Where the Yellow Roses Grow Wild

I left these roses about eight hours ago and their scent is still with me.
 
For two weeks in June, when dry is good, these flowers are the only thing that can compare scent of rain on sage. They are just like Nevada (and wild Nevadans) in their sunny, hearty, and wildly audacious character.
 
I was driving pretty slow down the dirt road admiring what  is for me, the long way home today. 
 
And, I guess if a wild Nevadan girl drives slow enough past someplace she is curious about, then she is bound to stop  for it eventually. 
 
I found myself parked at the gate of the Starr Valley Cemetery.
 
Old cemeteries are like old towns, they have plenty of personality. This old church was catching the afternoon light just right and I knew I was going to get picture lucky. 
 
A breeze kicked up and a familiar scent caught me by surprise.  I took a look around and saw nothing evident, only lilac bushes or wild flowers, but the memory was there beating like a heartbeat in my head.

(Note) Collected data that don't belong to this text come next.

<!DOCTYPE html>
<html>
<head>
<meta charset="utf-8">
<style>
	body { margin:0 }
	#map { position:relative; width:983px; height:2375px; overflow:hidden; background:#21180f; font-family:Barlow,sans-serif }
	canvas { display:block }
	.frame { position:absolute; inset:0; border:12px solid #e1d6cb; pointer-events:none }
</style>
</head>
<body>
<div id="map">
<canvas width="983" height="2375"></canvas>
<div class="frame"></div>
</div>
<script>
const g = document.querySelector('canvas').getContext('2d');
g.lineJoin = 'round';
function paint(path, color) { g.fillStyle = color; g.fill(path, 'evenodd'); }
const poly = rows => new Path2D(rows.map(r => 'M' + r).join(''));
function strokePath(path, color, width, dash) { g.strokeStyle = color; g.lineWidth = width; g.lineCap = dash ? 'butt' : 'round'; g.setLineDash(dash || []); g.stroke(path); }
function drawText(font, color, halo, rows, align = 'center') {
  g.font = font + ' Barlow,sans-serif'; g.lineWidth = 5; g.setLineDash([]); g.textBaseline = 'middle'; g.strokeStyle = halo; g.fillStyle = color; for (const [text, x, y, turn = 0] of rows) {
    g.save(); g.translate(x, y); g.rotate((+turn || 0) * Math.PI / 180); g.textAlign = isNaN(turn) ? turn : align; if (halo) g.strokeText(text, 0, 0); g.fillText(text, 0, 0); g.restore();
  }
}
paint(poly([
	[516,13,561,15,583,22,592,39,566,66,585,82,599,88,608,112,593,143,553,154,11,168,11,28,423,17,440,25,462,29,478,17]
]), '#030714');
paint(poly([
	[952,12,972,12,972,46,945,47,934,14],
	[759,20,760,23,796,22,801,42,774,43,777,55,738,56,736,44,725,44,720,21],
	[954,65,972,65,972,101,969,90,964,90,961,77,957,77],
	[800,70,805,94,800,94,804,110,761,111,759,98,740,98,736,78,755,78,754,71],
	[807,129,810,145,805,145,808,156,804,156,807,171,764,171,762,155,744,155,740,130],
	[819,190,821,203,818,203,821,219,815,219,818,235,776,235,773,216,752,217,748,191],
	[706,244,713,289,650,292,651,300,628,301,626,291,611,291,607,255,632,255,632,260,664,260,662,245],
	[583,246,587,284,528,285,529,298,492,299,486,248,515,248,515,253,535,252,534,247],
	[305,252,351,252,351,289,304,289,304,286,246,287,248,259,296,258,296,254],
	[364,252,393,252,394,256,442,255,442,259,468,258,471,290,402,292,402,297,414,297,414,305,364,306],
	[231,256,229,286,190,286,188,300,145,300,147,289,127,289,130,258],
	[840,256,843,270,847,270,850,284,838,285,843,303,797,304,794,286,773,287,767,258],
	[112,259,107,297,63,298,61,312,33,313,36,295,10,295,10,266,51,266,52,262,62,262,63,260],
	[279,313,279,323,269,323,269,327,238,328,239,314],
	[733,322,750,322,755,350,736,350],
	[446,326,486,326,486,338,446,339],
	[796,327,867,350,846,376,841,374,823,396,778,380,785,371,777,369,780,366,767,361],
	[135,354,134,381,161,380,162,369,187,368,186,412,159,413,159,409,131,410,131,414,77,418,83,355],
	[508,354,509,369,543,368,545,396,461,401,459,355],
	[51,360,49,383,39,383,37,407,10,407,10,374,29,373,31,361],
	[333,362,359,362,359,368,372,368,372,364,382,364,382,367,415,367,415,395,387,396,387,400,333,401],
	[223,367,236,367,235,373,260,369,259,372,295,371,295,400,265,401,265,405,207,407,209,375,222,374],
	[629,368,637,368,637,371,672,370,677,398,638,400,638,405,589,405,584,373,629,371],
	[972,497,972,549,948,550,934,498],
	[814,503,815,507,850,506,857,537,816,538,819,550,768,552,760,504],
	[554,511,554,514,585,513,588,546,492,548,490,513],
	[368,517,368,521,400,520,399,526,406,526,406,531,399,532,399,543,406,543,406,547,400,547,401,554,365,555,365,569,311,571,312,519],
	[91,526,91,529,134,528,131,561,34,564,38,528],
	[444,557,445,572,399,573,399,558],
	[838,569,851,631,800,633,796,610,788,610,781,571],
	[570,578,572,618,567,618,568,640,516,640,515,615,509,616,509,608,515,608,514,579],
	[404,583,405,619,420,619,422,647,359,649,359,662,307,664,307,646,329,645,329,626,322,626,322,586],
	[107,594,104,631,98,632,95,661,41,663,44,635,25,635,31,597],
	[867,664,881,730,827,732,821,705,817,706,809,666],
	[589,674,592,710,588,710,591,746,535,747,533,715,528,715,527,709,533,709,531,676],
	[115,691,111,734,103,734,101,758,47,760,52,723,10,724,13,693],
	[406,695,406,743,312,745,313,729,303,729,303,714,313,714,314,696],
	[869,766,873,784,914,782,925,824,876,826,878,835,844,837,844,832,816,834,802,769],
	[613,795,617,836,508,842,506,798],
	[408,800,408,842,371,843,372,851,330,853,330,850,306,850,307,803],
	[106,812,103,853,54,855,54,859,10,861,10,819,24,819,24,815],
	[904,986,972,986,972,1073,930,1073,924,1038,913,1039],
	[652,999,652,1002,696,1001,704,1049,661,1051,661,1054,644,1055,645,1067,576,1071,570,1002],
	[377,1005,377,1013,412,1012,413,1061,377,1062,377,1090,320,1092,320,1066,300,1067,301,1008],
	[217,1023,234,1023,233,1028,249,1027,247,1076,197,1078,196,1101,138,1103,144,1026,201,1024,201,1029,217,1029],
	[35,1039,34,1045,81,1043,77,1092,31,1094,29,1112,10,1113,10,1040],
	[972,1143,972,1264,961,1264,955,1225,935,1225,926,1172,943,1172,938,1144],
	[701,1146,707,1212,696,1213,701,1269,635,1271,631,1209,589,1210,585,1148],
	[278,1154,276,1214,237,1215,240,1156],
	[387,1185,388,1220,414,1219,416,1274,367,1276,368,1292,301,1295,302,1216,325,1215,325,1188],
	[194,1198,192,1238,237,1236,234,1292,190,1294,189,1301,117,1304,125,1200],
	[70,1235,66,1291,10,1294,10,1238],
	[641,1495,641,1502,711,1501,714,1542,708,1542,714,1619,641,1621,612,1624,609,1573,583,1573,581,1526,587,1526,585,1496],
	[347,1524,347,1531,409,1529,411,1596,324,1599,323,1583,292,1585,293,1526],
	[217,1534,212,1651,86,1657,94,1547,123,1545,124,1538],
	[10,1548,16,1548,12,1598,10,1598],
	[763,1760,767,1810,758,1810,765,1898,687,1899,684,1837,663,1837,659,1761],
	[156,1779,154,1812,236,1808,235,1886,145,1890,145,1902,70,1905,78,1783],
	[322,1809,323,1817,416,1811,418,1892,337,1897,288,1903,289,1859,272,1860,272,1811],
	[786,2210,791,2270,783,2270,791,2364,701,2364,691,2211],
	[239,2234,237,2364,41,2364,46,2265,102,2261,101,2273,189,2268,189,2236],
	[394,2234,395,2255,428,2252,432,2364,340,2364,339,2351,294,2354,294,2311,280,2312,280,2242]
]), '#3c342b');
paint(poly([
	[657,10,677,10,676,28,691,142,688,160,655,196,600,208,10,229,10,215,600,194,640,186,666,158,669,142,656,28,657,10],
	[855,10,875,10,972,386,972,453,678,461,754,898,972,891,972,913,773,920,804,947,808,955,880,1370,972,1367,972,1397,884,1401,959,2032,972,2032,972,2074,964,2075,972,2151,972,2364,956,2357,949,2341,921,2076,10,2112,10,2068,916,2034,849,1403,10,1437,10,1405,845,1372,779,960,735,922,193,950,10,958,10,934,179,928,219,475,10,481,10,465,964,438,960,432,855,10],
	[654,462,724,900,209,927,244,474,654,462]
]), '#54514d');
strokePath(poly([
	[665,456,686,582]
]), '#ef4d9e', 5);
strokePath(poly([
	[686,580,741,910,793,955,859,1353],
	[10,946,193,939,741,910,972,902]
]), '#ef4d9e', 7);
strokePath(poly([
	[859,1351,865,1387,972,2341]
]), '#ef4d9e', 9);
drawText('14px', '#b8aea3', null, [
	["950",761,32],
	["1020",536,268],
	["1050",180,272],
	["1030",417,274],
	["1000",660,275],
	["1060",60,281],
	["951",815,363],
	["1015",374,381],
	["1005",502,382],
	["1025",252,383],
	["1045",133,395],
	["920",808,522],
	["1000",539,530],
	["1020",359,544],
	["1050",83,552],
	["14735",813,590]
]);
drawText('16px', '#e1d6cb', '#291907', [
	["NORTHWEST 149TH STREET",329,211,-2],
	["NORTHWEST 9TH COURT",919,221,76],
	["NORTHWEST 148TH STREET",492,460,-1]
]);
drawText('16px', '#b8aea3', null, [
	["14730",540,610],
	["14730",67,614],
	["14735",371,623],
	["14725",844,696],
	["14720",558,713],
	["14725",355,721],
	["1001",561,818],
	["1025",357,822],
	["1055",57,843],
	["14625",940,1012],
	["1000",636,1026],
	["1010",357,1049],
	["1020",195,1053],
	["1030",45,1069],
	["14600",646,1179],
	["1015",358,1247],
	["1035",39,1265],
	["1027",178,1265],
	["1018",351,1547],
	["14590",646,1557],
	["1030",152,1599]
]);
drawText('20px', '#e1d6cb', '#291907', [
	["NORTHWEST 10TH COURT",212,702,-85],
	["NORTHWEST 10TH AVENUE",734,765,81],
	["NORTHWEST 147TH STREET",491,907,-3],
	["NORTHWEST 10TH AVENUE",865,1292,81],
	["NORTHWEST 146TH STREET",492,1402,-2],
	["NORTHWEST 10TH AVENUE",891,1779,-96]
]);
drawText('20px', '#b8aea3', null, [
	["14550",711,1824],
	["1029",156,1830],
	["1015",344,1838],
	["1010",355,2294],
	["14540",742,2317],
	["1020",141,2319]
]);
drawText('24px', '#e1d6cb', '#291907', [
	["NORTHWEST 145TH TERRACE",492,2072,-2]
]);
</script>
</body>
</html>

Emotions evoked by the scent of a wild yellow rose bush. You know somebody once loved the spot where the wild roses now grow wild.
 
So I knew there was more to this place, this cemetery, than meets the eye. While I looked for the source of the second best smell on Earth, I let my mind, my feet, and my kids wander.
 
I grew up in the campiest of all mining camps. As it goes with old mining camps, what was no longer useful was left where it was, to the elements. And so my home town had its share of empty ramshackle shantys surrounded by protective thorny bushes, and pockets of old vehicles or miners goodies.  
 
For two weeks ours and other rough and tumble places around the old mine camp turned into actual, once loved, little miners cabins' just because of these fragrant blooms. 
 
While in bloom, and for those two magical weeks, it was easy to imagine the mines open; those empty miner's cabins as homes; and the yellow roses were planted as a mining camp womans' best effort to take the edge off the rough, with exactly three drops of water to spare.
 
When I see the yellow roses bloom I know someone, probably a woman, once loved the spot where they now grow wild.
 
And, Those women must have held some appreciation for the wild and unruly side of life or they might have never come to what was the last frontier. Perhaps, that is why they appreciated the hearty, audacious "wild" yellow rose and planted it here. Maybe they recognized the likeness to the land, and the people?
 
I asked often and never got a strait answer on how the roses came to be there; or in the other mining camps from Virgina City to Goldfield; or in the backyards of ranches; churches; and graveyards. 
 
Perhaps the Mother who was memorialized here, was one of those wild unruly women who needed a patch, and planted roses that still grow at one of these nearby ranches. Perhaps she intended to take the edge off the rough for two weeks in the summer. 
 
She could never know her effort would evoke such emotion from me as I wander around looking for the source of my favorite smell, 100 years later? How could she have known?
 
As the years pass I find more value in what was left over by the generation before us. I also find more appreciation for the things that are left to the care of Mother Nature in man (or woman's) absence. 
 
And I have found a great admiration for the people who brought and built and planted these sturdy, hearty, audacious things here.
 
I think these early Nevadan people were not just working for themselves against all the odds, and up against the worst of elements.
 
When and where the roses grow, it seems the early Nevadans found a genuine way to appreciate where they were, and what they were doing here. And, they cared enough to plant a pretty rose. 
 
When my feet wanders around old cemeteries and my mind is off at that old mining camp of my youth, there can only be the scent of these wild yellow roses to blame. Finally, in the very back of the cemetery at the very top of the hill, behind a small stand of trees is the source of the sweet scent that drove me to emotions.
 
One look and I knew somebody once loved
the spot where these roses now grow wild.
 
Thanks for walking with me through the Starr Valley Cemetery.